Here is the same picture in b&w and color. Thoughts are appreciated. I am just starting out with HDR and really want to improve.


----------



## Designer (Sep 28, 2014)

Unfortunately, these look like charcoal drawings, and not very good ones.

The reason I wrote that is because beginning artists tend to make their drawings very flat, as though looking at a flat piece of paper.  No depth to the drawing.  Your treatment, therefore, looks way too overdone to my taste.


----------



## revenater (Sep 28, 2014)

How would you have given it depth?


----------



## Designer (Sep 28, 2014)

revenater said:


> How would you have given it depth?


More variation between light, shade, and shadow.  (A wider range of tone)

IOW: natural sunlight with a lot less HDR.

IMO the more successful HDR is done so that nobody knows it was actually done.  The scene just looks natural.


----------



## revenater (Sep 28, 2014)

Ok thank you.


----------



## pab (Sep 28, 2014)

revenater said:


> Here is the same picture in b&w and color.
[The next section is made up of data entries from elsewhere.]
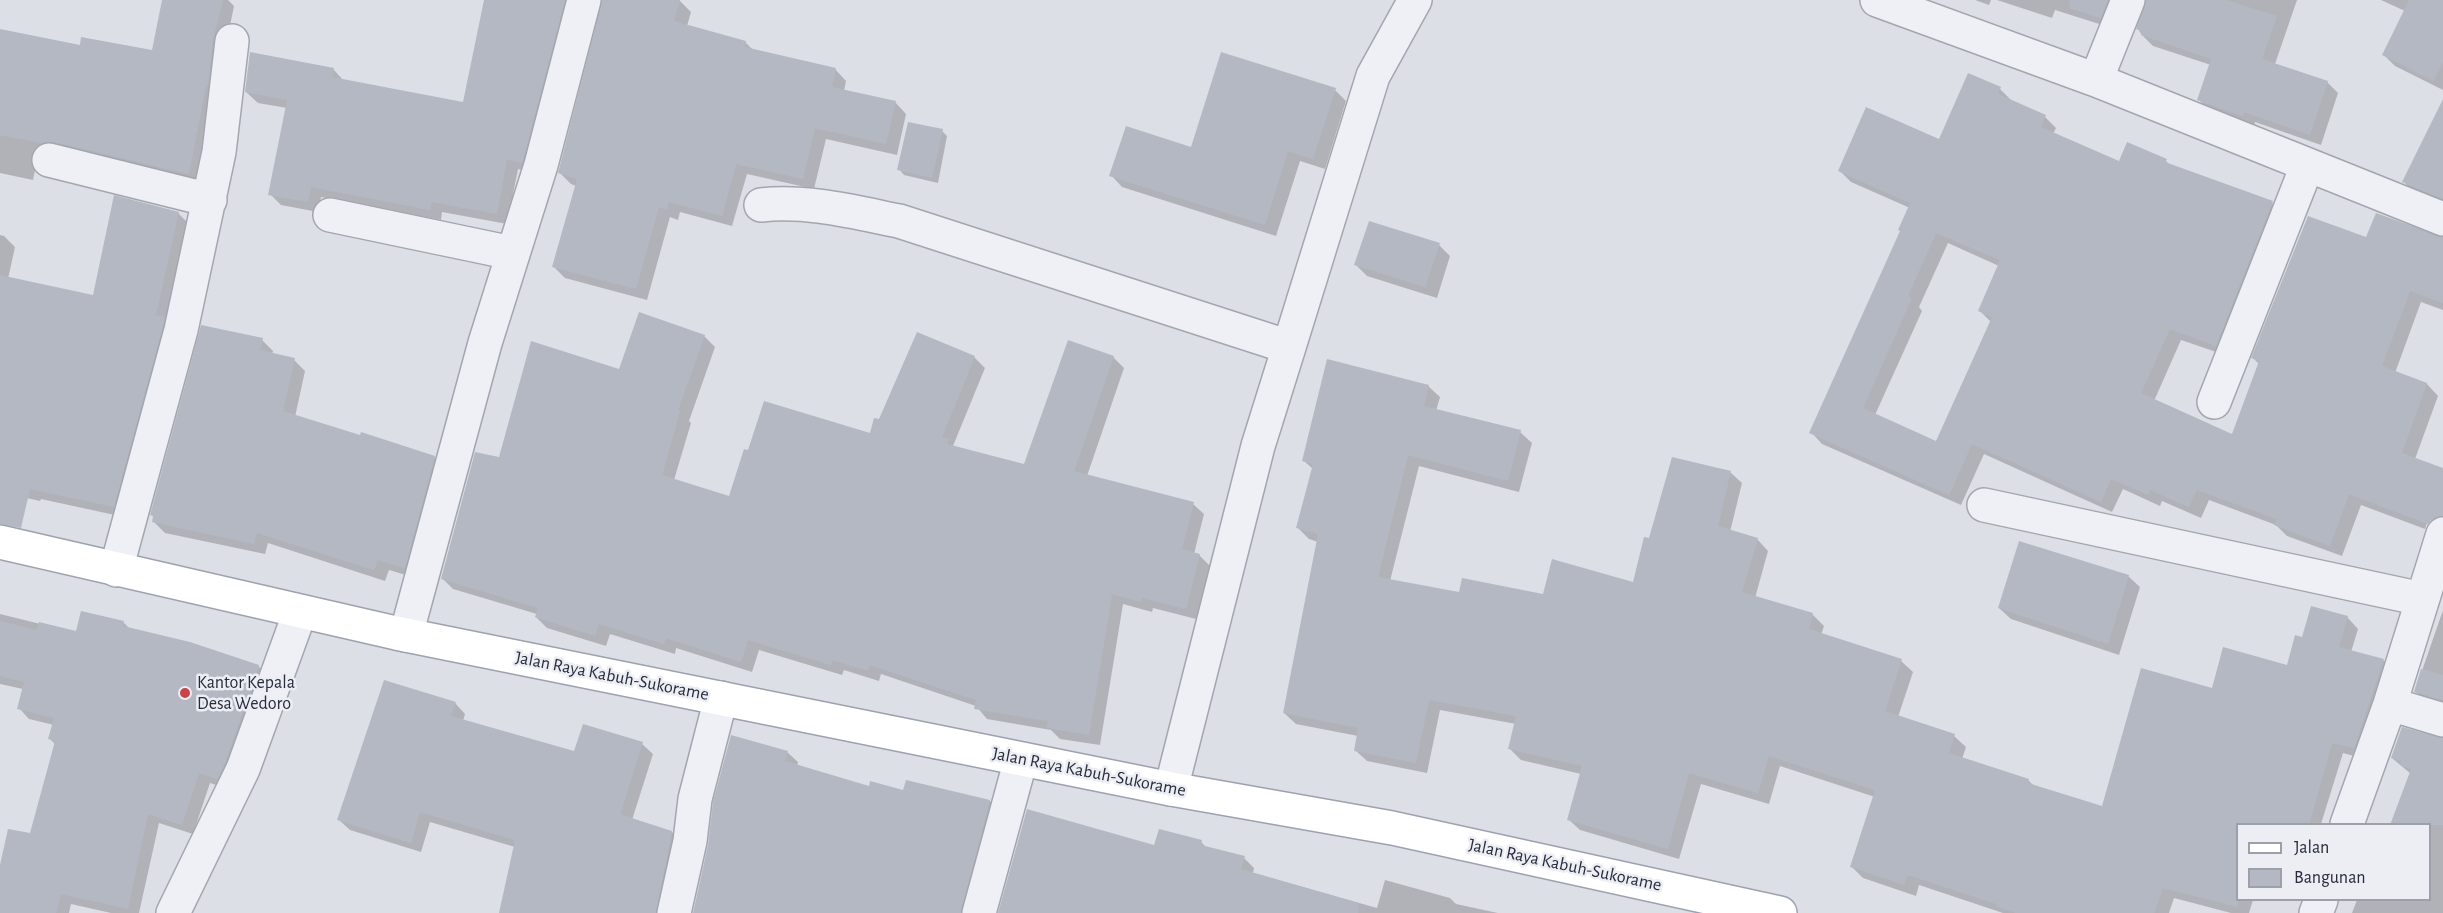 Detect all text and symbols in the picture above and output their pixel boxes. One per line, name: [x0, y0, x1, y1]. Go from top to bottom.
street label: Jalan Raya Kabuh-Sukorame: [513, 647, 711, 705]
place label: Kantor Kepala Desa Wedoro: [197, 672, 295, 714]
marker: Kantor Kepala Desa Wedoro: [178, 686, 192, 700]
street label: Jalan Raya Kabuh-Sukorame: [990, 743, 1188, 801]
legend: [2236, 823, 2431, 901]
street label: Jalan Raya Kabuh-Sukorame: [1467, 834, 1663, 896]
text: Jalan: [2294, 839, 2329, 857]
text: Bangunan: [2294, 869, 2366, 887] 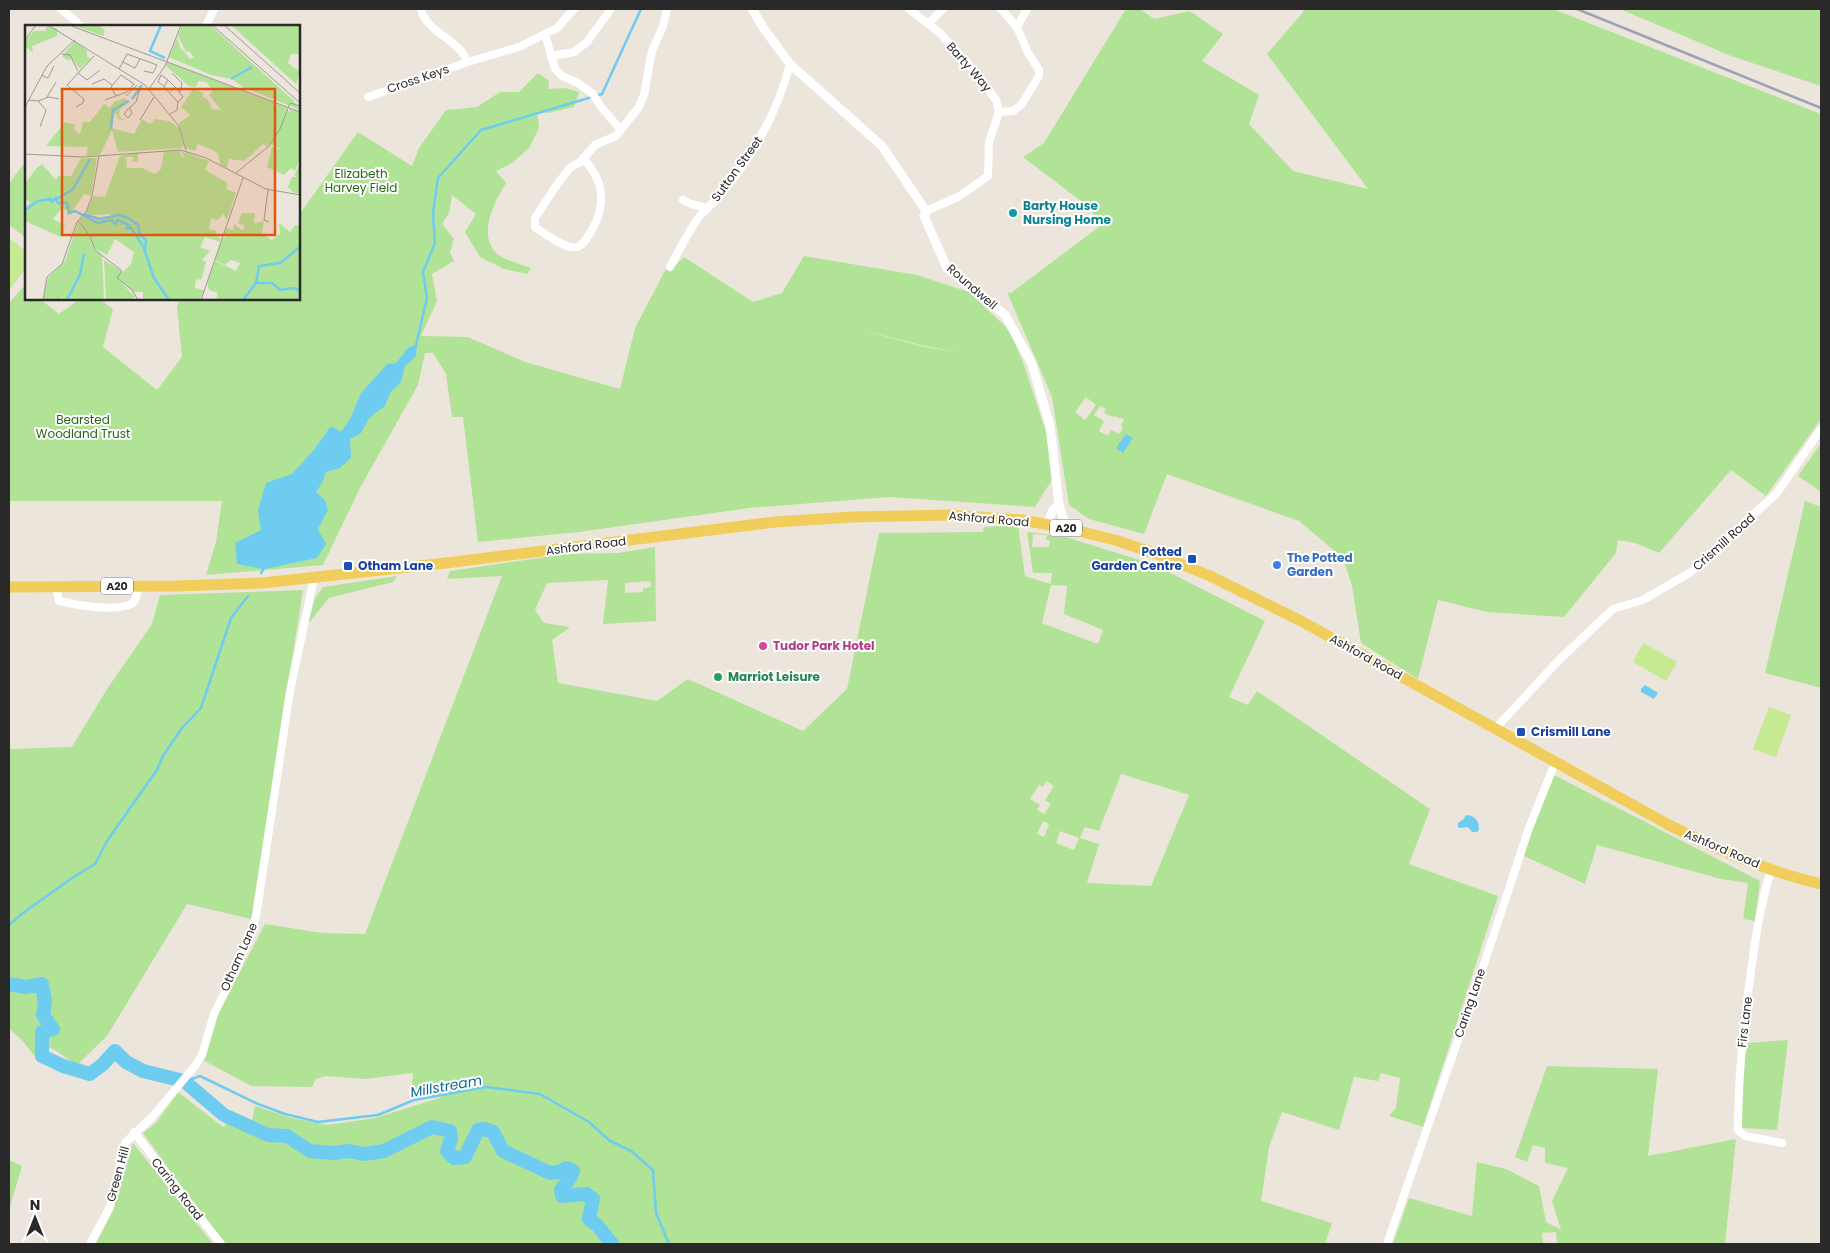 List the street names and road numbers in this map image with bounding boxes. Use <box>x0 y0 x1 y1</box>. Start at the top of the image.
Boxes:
street label: Barty Way <box>943 38 996 95</box>
street label: Cross Keys <box>384 60 451 97</box>
street label: Sutton Street <box>707 132 766 205</box>
street label: Roundwell <box>943 260 1001 313</box>
street label: Ashford Road <box>948 507 1030 530</box>
street label: Crismill Road <box>1689 509 1759 574</box>
road number: A20 <box>1050 520 1082 536</box>
street label: Ashford Road <box>545 532 627 559</box>
road number: A20 <box>101 578 133 594</box>
street label: Ashford Road <box>1327 630 1406 684</box>
street label: Ashford Road <box>1682 825 1763 872</box>
street label: Otham Lane <box>216 920 261 994</box>
street label: Caring Lane <box>1450 966 1489 1040</box>
street label: Firs Lane <box>1733 995 1756 1048</box>
street label: Green Hill <box>102 1144 133 1203</box>
street label: Caring Road <box>148 1154 207 1223</box>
Thoughts are appreciated. I am just starting out with HDR and really want to improve. View attachment 85454View attachment 85455




Dial it back.    HDR fortunately appears to be on its way out of style.    I used to take the same approach a few years ago till I noticed my photos were only liked  by people on Instagram so I stopped doing it lol


Sent from my iPhone 6+ using Tapatalk


----------



## D-B-J (Sep 28, 2014)

pab said:


> revenater said:
> 
> 
> > Here is the same picture in b&w and color. Thoughts are appreciated. I am just starting out with HDR and really want to improve. View attachment 85454View attachment 85455
> ...




NO! It is not going out of style.  Overprocessed and aggressive HDR may be, but I use it subtly quite often.  

To the OP... you need to uncook this.. ALOT.  It's WAY overprocessed and that ruins any potential the image had.  Subtle is better.


----------



## pab (Sep 28, 2014)

D-B-J said:


> pab said:
> 
> 
> > revenater said:
> ...




I'm sorry man but it's true.   I feel like even folks who have no idea what HDR photos are say they look fake.  It's no longer an art.   When newspapers and sports broadcasts alike publish them and have thousands of people say " I was there and saw the same thing and it looked nothing like this to my eye or my camera"   I enjoy them but reduced my HDR output from 25/100 photos down to like 4/100 photos


Sent from my iPhone 6+ using Tapatalk


----------



## Braineack (Sep 29, 2014)

aahhhhhhhhhhhhhhhhhhhhhhhhhhhhhhhhhhhhhhh.


----------



## joe houchens (Jan 24, 2015)

*second pic was spot on..*


----------



## pixmedic (Jan 24, 2015)

How many pictures did you take to combine for this HDR?
If you only took one picture,  it is tone mapped, not really HDR.


----------